Culture and Everyday Life in North Korea

Posted May 09 2014

In a rich mix of presentations on a society and culture that is little understood, a diverse group of scholars discussed “Culture and Everyday Life in North Korea” at an April 25 event convened by Columbia’s Center for Korean Research and the Weatherhead East Asian Institute. Panels spanned topics as diverse as feminism in North Korea, the “religious” aspects of North Korean political ideology, and North Korean science fiction.

Many of the panelists grounded their discussions on ordinary aspects of everyday life in the country, in an effort to elevate the productive value of their studies beyond the need to categorize findings about North Korea under what they called “fetishized” labels like “Stalinist” or “Hermit Kingdom.”

“The sameness of common everyday life [in North Korea] is often overshadowed by the exoticized, hegemonic discourse about North Korea,” said Cheehyung Harrison Kim of Duke University, who is writing a book on the postwar life of North Korean industrial workers in the 1950s and ’60s.

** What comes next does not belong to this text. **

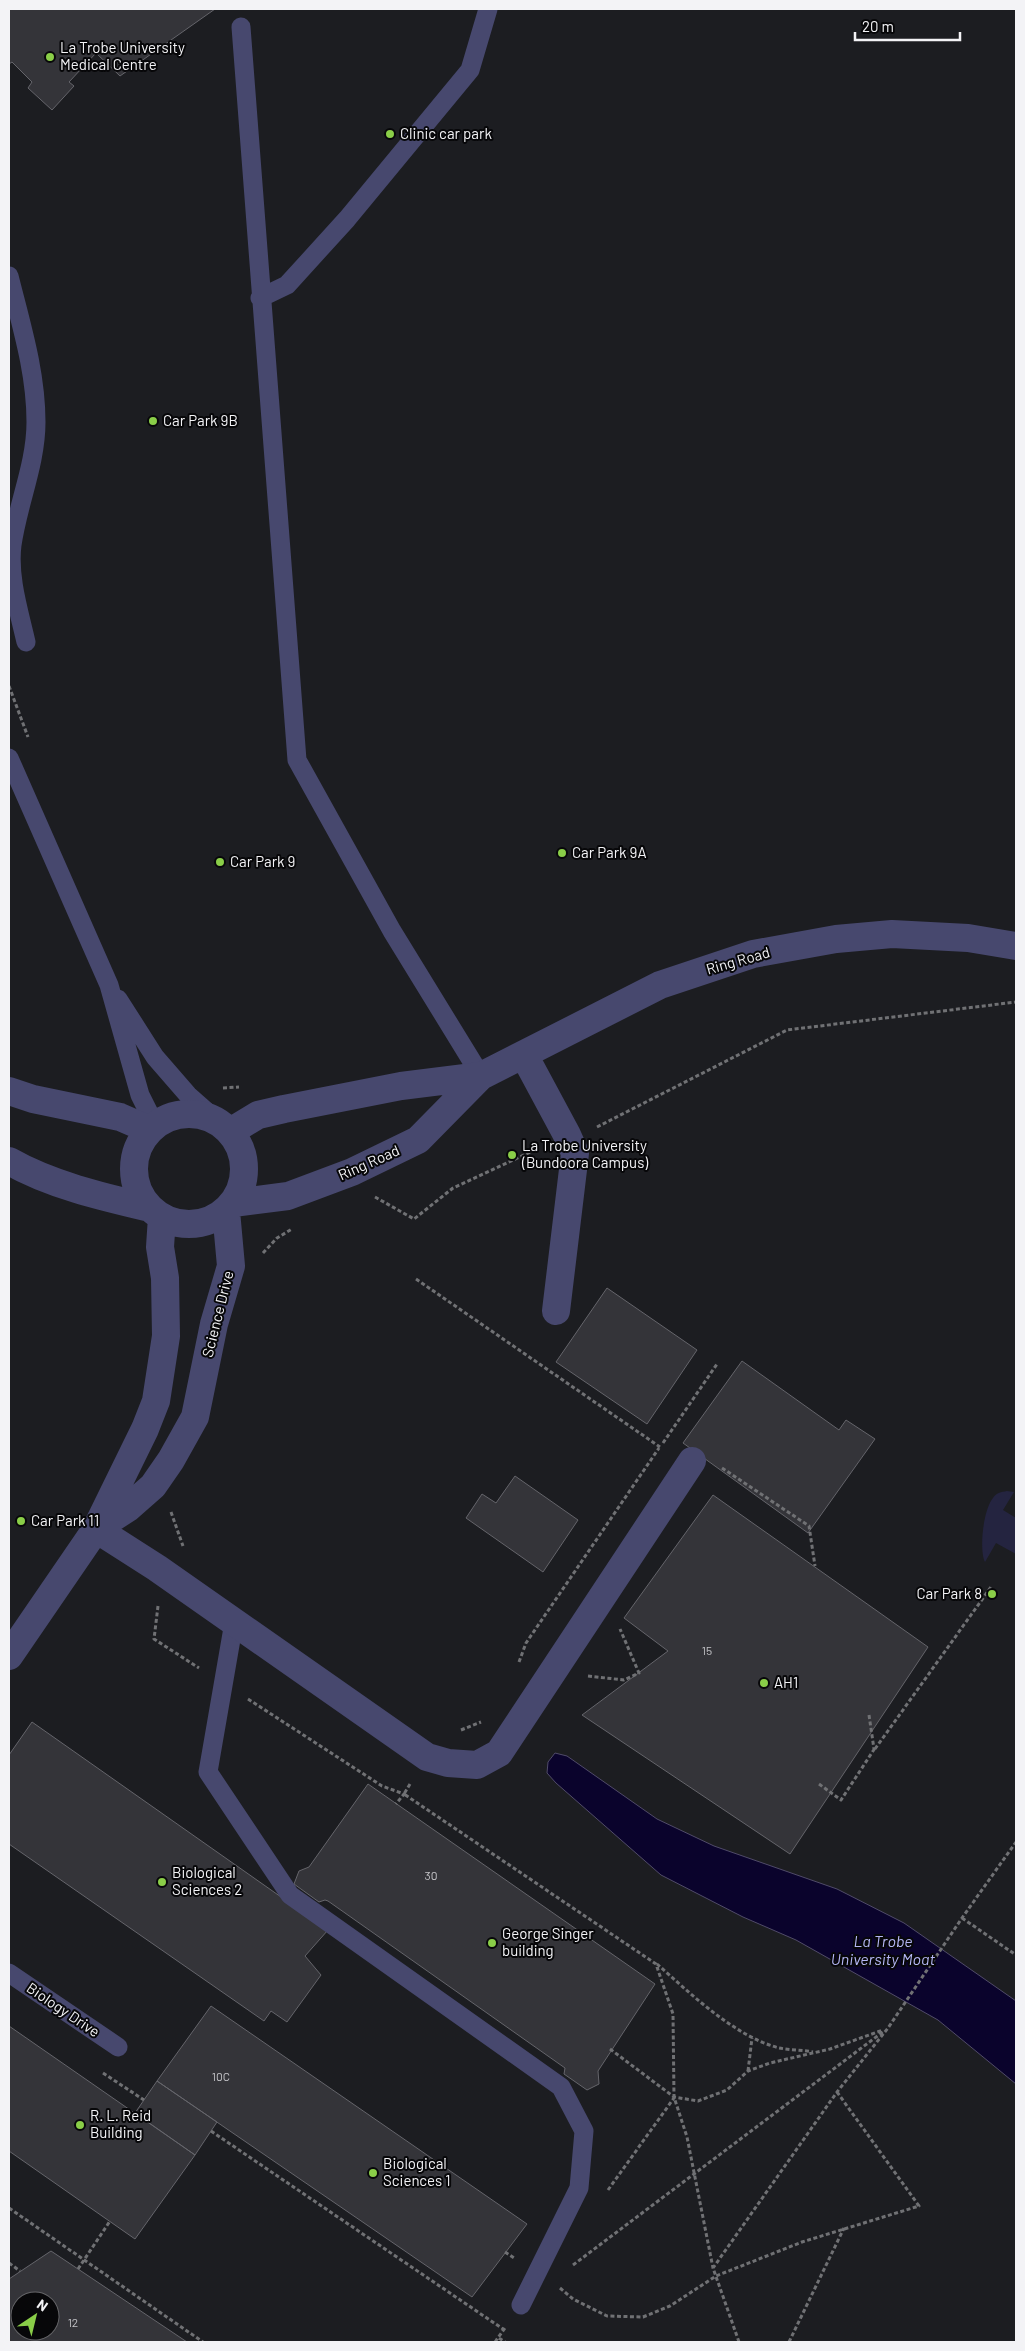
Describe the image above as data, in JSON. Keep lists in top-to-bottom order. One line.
{"streets":{"street":["Ring Road","Science Drive"],"lane":["Biology Drive"]},"crossings":[["Ring Road","Science Drive"]],"water":["La Trobe University Moat"],"places":["La Trobe University Medical Centre","Clinic car park","Car Park 9B","Car Park 9A","Car Park 9","La Trobe University (Bundoora Campus)","Car Park 11","Car Park 8","AH1","Biological Sciences 2","George Singer building","R. L. Reid Building","Biological Sciences 1"],"house_numbers":["15","30","10C","12"],"scale_bar":"20 m","north":"top right"}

Charles Armstrong, Korea Foundation Professor of Korean Studies in the Social Sciences at Columbia, raised a concept that may contribute to the fetishization of North Korea as he discussed his current efforts to unravel the concept of “political religion.”

Armstrong said that these words are often used to describe the sacralization of state symbols and rituals in North Korea. However, his ongoing project is to situate the concept of “political religion” in general history. He said he aimed to examine how it can be understood when applied to twentieth-century totalitarian regimes broadly, where political ideologies can resemble religion.

Other topics discussed included “socialist feminism” in North Korea, in which Suzy Kim of Rutgers University compared representations of female heroines in parallel North Korean and Chinese twentieth-century cultural productions, and science fiction in North Korea as a derivative of Soviet Bloc science fiction, presented by Dafna Zur of Stanford University.

Much of the discussion about culture, however, seemed to come back to the ways in which elements of culture could be understood as political tools in North Korea since the Korean War. All told, the forum offered four hours of a rare conversation with scholars that attempted to tease out North Korean culture and everyday life from our rigid political understanding of the country.

Other panelists included Ruth Barraclough of Australian National University and Andre Schmid of the University of Toronto.